O Impacto e as Consequências no Curto e Médio Prazo

Embora os documentos de cortes e organismos internacionais existam e estejam publicados em diversos idiomas, o efeito imediato do Acórdão 21634/2026 da Corte de Cassação da Itália no cenário político-jurídico brasileiro é limitado. Alexandre de Moraes, na visão crítica exposta, mantém-se em seu cargo, continuando a exercer influência sobre o CNJ, a PGR, parte da Polícia Federal e sobre as casas legislativas.
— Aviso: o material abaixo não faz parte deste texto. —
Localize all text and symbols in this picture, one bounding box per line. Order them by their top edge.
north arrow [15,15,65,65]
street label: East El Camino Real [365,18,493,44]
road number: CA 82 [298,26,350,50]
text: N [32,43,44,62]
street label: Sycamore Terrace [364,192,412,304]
A “máquina de lawfare“, caracterizada pela utilização de instrumentos jurídicos para fins de perseguição política, tende a continuar operando no médio prazo. Isso inclui a abertura de inquéritos, decretos de prisões, bloqueios de contas e suspensão de redes sociais, gerando um ambiente de incerteza e insegurança jurídica para aqueles que são percebidos como críticos ao sistema, impactando diretamente o exercício da liberdade de expressão.

No entanto, a acumulação desses reconhecimentos internacionais de irregularidades não é sem consequências. Trata-se de um “controle” meramente moral, mas que produz efeitos danosos significativos para a imagem tanto do ministro quanto do Brasil como nação. A presença do nome de Alexandre de Moraes em listas de violadores de direitos humanos e a reiterada recusa de cooperação por cortes estrangeiras corroem a credibilidade internacional do sistema de justiça brasileiro, mesmo que não altere a realidade doméstica de imediato.
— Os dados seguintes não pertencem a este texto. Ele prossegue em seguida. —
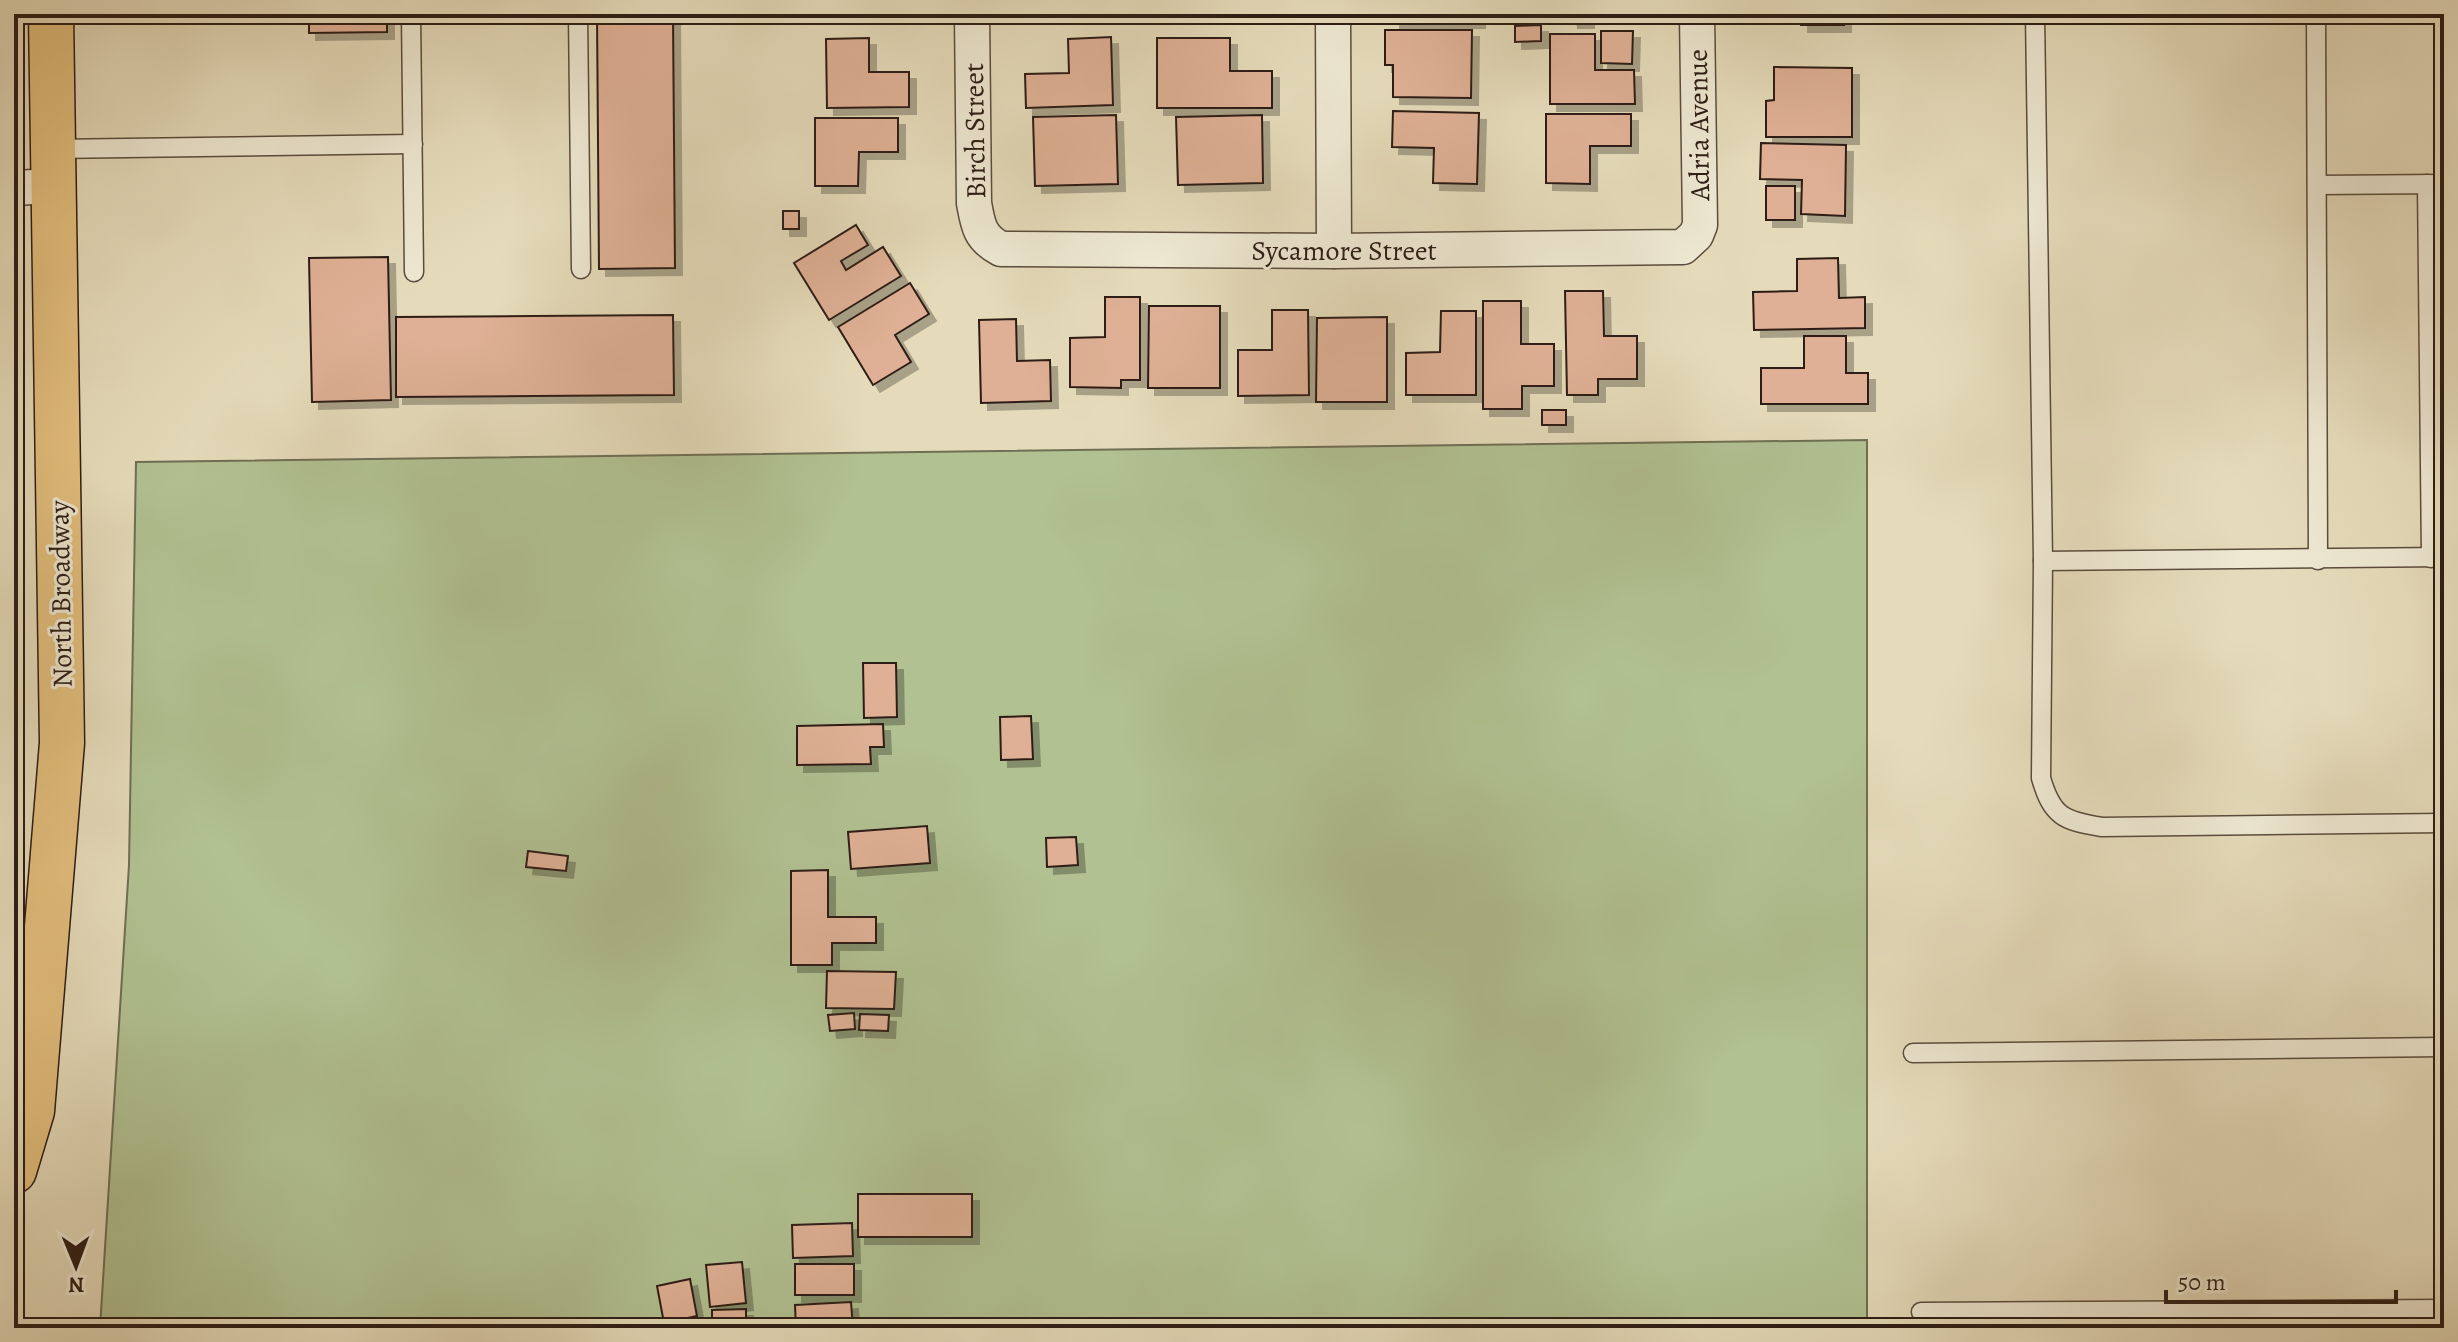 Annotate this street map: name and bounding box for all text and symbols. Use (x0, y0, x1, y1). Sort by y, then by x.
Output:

O que está em Jogo para a Imagem do Brasil no Cenário Global

A série de decisões internacionais que questionam a imparcialidade e a legalidade da atuação de um ministro do Supremo Tribunal Federal tem um custo reputacional imenso para o Brasil. A imagem de um país que se autodenomina uma democracia consolidada é abalada quando suas instituições são publicamente acusadas de perseguição política e violações de direitos humanos por órgãos internacionais respeitados. Isso pode impactar relações diplomáticas, acordos comerciais e a percepção de segurança jurídica para investimentos estrangeiros, além de fragilizar a confiança na soberania e no Estado de Direito brasileiro no palco mundial, sinalizando uma possível erosão democrática.

Contexto

A independência judicial e a imparcialidade dos magistrados são pilares essenciais de qualquer Estado de Direito democrático, garantindo que a justiça seja aplicada de forma equânime, sem pressões políticas ou pessoais. No Brasil, o papel do Supremo Tribunal Federal e seus ministros tem sido objeto de intenso debate público, especialmente no que tange aos limites de sua atuação e à percepção de um ativismo judicial que, para alguns, transborda as fronteiras constitucionais. As recentes decisões e relatórios internacionais acentuam a urgência de uma reflexão aprofundada sobre a conformidade das práticas judiciais brasileiras com os padrões globais de direitos humanos e garantias processuais.